Our study has several limitations. First, this study had a relatively short-term follow-up period. Further study is warranted to evaluate the changes in Hb, ferritin and TSAT levels through long-term follow-up, and to identify whether the difference in Hb and iron profile levels between the two groups can lead to differences in patient-reported outcomes in the long term. Second, due to the retrospective study design, there may be concern of possible selection bias. To overcome this limitation, special efforts were made by deciding to administer IV iron based only on the date of surgery. Furthermore, patients in both groups were treated with the same surgical procedure with identical perioperative management. Moreover, propensity score matching was also performed to appropriately set the usage of IV iron as the only independent variable. Lastly, the number of subjects used in this study was determined by the number of eligible patients by retrospective review.

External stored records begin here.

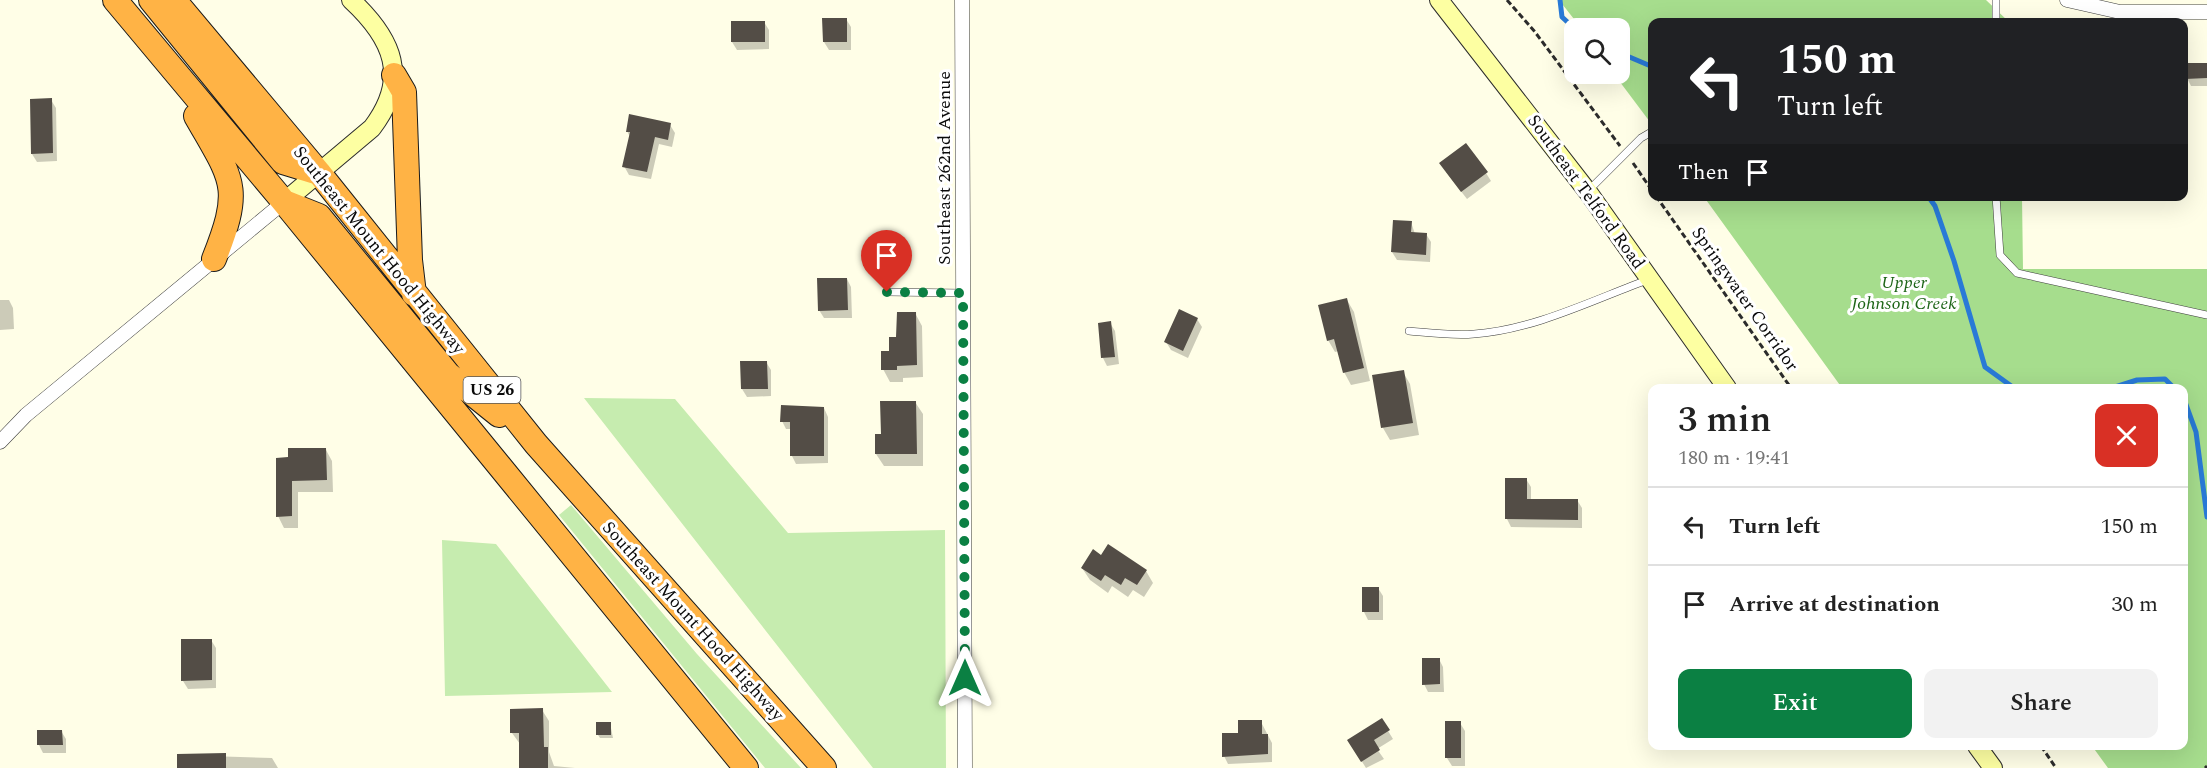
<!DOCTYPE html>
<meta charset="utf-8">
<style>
body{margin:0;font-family:Spectral,serif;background:#f2f2f2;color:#222;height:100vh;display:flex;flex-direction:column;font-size:22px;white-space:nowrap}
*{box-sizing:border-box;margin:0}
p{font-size:20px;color:#767676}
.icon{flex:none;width:33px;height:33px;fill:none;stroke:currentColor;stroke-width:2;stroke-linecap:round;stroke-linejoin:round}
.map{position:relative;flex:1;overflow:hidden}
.details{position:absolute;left:1648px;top:384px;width:540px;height:366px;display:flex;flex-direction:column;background:#fff;border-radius:12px;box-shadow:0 6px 24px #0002}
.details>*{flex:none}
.hud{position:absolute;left:1648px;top:18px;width:540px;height:183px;border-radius:12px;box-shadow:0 6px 24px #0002;background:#202124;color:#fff;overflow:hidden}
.fabs{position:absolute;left:1564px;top:18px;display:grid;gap:12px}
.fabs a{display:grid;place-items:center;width:66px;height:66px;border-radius:12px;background:#fff;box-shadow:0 6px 24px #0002;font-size:30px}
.pin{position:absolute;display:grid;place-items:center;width:51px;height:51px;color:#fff;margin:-62px -26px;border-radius:50% 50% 50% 0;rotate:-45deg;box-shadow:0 0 6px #0007}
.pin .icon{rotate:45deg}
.me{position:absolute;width:66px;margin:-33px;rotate:0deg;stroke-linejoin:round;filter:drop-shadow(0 0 4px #0008)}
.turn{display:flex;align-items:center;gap:21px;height:126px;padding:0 30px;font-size:27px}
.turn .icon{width:78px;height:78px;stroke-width:2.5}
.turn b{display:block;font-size:42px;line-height:51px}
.then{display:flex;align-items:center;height:57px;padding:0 30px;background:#0003;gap:12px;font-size:22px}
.round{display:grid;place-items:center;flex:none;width:63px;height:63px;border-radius:12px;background:#f2f2f2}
.headline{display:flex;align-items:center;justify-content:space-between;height:102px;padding:0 30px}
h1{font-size:36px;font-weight:600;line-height:45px}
.button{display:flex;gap:12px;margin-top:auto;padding:12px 30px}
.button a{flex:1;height:69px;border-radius:12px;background:#0b8043;color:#fff;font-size:24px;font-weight:600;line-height:69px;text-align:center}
.button a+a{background:#f2f2f2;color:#222}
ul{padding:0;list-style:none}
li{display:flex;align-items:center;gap:18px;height:78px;padding:0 30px;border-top:2px solid #e0e0e0}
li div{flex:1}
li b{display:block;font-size:22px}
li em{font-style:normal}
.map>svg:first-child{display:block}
.green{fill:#c6ecaf}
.forest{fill:#a6dd8d}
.shadow{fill:#0003}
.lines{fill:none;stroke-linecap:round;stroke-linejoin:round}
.stream{stroke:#297ad7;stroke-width:5}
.building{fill:#534d46}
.lane-casing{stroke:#3d3d3d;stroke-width:8}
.street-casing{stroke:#3d3d3d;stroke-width:15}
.secondary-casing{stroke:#2c2c2c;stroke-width:20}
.highway-casing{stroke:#1b1b1b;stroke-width:26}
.path{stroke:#2c2c2c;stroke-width:3;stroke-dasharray:6 3;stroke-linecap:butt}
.lane{stroke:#fff;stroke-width:7}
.street{stroke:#fff;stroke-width:14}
.secondary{stroke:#fdffa2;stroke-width:18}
.highway{stroke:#ffb345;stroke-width:24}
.route{stroke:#0b8043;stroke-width:10;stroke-dasharray:0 18}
.labels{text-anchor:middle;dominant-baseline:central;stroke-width:6;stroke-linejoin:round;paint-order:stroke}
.shield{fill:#fff;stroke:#545454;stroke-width:1.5}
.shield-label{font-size:16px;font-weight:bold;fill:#0a0a0a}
.street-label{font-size:18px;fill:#0a0a0a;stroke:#fff}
.park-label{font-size:18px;font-style:italic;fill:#1d6517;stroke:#fff}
</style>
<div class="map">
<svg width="2207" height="768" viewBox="0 0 2207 768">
<rect width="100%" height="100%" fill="#fffee7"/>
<path class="green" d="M584,398L675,399L788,533L945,530L946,768H873Z
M571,505L697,654L801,768H765L559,515Z
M442,540L496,544L612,692L445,696Z"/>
<path class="forest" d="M1559,0H1986L2009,22H1653V126L1614,74H1620V28H1581Z
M1704,197H2022L2023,269H2207V768H2108L2092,746H2184V388H1842Z"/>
<path class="shadow" d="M824,19H846L851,27V50H829L824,42Z
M764,22L769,30V49L737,50L732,42Z
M2207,64V86H2191L2187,78Z
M51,100L56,108L57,161L37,162L32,154Z
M670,125L675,133L672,147L659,144L651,179L629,175L624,166L630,137L627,131Z
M1446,172L1486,173L1491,181L1467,199Z
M1411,222L1415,234H1426L1431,242L1430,262L1397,260L1392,252Z
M847,279L851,287L852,318H824L819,310Z
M0,300H9L13,308L14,329L0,330Z
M1347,300L1354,312L1370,381L1351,385L1344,372L1339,351L1335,352L1328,340Z
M915,313L922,326L923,377L903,378V382H890L883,369L897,339Z
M1197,319L1202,327L1188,358L1171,350L1166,342Z
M1110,323L1115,331L1119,364L1107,366L1103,358Z
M766,362L771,370V396L747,397L742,389Z
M1403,372L1410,384L1419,435L1390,440L1383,428Z
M915,402L923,414V466H884L876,454L883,435Z
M824,408L828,417V463L796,464L792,456L791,429H786L782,421Z
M326,450L332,461L333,492H298V528H284L278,516L290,459Z
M1526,479L1531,487V500H1577L1582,508V528L1511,527L1507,519Z
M1102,557L1146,571L1153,583L1144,597L1133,590L1128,597L1112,586L1108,593L1090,580L1082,568Z
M1378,588L1383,596V620H1368L1364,612V589Z
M211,640L216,648V688L188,689L183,681Z
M1439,659L1443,667L1444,692H1428L1424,684Z
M542,710L549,721V752L554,766L575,768H521L520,744L512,733Z
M1382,721L1393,739L1377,749L1384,759L1366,768L1349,741Z
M1261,722L1272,743V762L1228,764L1224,756L1239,735Z
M610,723L613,738H600L598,735Z
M1460,723L1465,731V766H1452L1447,758Z
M61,731L66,739V753H43L39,745Z
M178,755L272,758L278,768H178Z"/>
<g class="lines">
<path class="stream" d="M1560,0L1562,17L1575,29
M1620,53L1653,67
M1928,196L1935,206L1954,261L1985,367L2014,388
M2112,388L2137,380L2165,379L2174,388
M2184,399L2196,432L2207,517"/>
</g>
<path class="building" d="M822,18H847V42H823Z
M731,21H765V42H731Z
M2185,63H2207V78L2185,79Z
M52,98L53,153L31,154L30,99Z
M629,114L671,123L668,140L655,137L647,172L622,167L630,132H626Z
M1466,143L1488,172L1461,192L1439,163Z
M1393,220L1412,221L1411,232L1427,233L1426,255L1391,252Z
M817,278H847L848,310L818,311Z
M1347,298L1364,368L1343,373L1334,339L1327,341L1318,305Z
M1179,309L1198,318L1183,351L1164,342Z
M897,312H916L917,365L897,366V370H881V351H889V337H896Z
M1111,321L1115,357L1101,358L1098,323Z
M740,361H767L768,389H741Z
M1404,370L1413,423L1381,428L1372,375Z
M880,401H916L917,454H875V434H881Z
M781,405L824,407V456H790V422H780Z
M288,448H326L327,480L292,481V516L276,517V458L288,457Z
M1505,478H1527V499H1578V520L1505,519Z
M1108,544L1147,570L1137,585L1125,578L1121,585L1105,575L1101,581L1081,568L1093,549L1101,555Z
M1362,587H1379V612H1362Z
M181,639H212V680L181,681Z
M1422,658H1440V684L1422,685Z
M543,708L544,747H548V768H519V733H510V709Z
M1382,718L1390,730L1374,740L1380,750L1361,762L1347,740Z
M1238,720H1262V734H1268V754L1222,757V733H1238Z
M1445,721H1461V758H1445Z
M596,722H611V735H596Z
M37,730H62L63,745H37Z
M226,753V768H177V754Z"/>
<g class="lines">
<defs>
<path id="lane" d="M1996,22V0
M1589,190L1641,138L1653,131
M1996,196L2000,255L2017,273L2207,315
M887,292L963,293
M1409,331C1431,333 1453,336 1474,334C1533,330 1593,300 1647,280"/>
<path id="street" d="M962,0L965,768
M2067,0L2120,12H2207
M0,442L26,415L284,202"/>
<path id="secondary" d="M1439,0L1588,192L1727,388
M284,202L372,128C410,78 393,39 351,0
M1977,746L1993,768"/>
<path id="highway" d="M115,0L284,202L746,768
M151,0L283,162L319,173
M174,0L319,173L536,444L824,768
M394,75L404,92L410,260L414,294
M196,116C233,181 243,186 214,259
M284,202L319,216L448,374L499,415"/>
</defs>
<use href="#lane" class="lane-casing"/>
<use href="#street" class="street-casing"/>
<use href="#secondary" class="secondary-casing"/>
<use href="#highway" class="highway-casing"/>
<path class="path" d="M1507,0L1535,32L1620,146
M1633,163L1653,192
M1656,196L1791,388
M2041,746L2056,768
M2205,768L2207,766"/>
<use href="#lane" class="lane"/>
<use href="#street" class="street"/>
<use href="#secondary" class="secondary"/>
<use href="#highway" class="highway"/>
</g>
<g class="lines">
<path class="route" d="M887,292L963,293L965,678"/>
</g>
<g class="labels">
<rect class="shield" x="463.5" y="377" width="57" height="26" rx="4.5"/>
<g class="shield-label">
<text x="492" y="390">US 26</text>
</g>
<g class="street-label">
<text transform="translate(944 168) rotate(-90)">Southeast 262nd Avenue</text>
<text transform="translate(1586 192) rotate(54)">Southeast Telford Road</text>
<text transform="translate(379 250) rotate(51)">Southeast Mount Hood Highway</text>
<text transform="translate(1745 299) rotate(55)">Springwater Corridor</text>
<text transform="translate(693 621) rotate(48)">Southeast Mount Hood Highway</text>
</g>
<g class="park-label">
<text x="1904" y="282">Upper<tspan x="1904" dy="21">Johnson Creek</tspan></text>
</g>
</g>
</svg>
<div class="fabs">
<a><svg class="icon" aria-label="search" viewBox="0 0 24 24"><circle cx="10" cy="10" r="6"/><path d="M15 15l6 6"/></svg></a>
</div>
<div class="pin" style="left:887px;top:292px;background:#d93025"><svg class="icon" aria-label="arrive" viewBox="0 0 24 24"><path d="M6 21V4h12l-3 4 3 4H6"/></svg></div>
<svg class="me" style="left:965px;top:678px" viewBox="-20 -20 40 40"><path d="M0-17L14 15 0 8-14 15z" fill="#0b8043" stroke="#fff" stroke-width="4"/></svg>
<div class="hud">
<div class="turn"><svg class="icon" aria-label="left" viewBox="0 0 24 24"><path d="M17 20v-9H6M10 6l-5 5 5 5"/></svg><div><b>150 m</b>Turn left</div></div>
<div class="then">Then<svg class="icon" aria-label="arrive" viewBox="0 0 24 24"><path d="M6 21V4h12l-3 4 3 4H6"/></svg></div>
</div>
<section class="details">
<div class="headline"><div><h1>3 min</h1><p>180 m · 19:41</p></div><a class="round" style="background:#d93025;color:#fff"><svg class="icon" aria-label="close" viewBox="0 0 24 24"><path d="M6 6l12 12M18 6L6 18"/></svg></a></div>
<ul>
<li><svg class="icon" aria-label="left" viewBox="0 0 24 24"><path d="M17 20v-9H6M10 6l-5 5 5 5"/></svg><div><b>Turn left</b></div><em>150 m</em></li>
<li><svg class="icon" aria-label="arrive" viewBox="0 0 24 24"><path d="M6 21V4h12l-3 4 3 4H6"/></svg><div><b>Arrive at destination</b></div><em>30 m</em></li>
</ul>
<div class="button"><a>Exit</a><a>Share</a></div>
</section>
</div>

Prospective studies with a sufficient power analysis are warranted to confirm our findings.
In conclusion, intravenous iron administered one day before TKA improved postoperative anemia recovery but did not lower the postoperative transfusion rate. Because approximately half of the patients undergoing TKA experience postoperative functional IDA, clinicians should consider the use of IV iron to improve iron availability.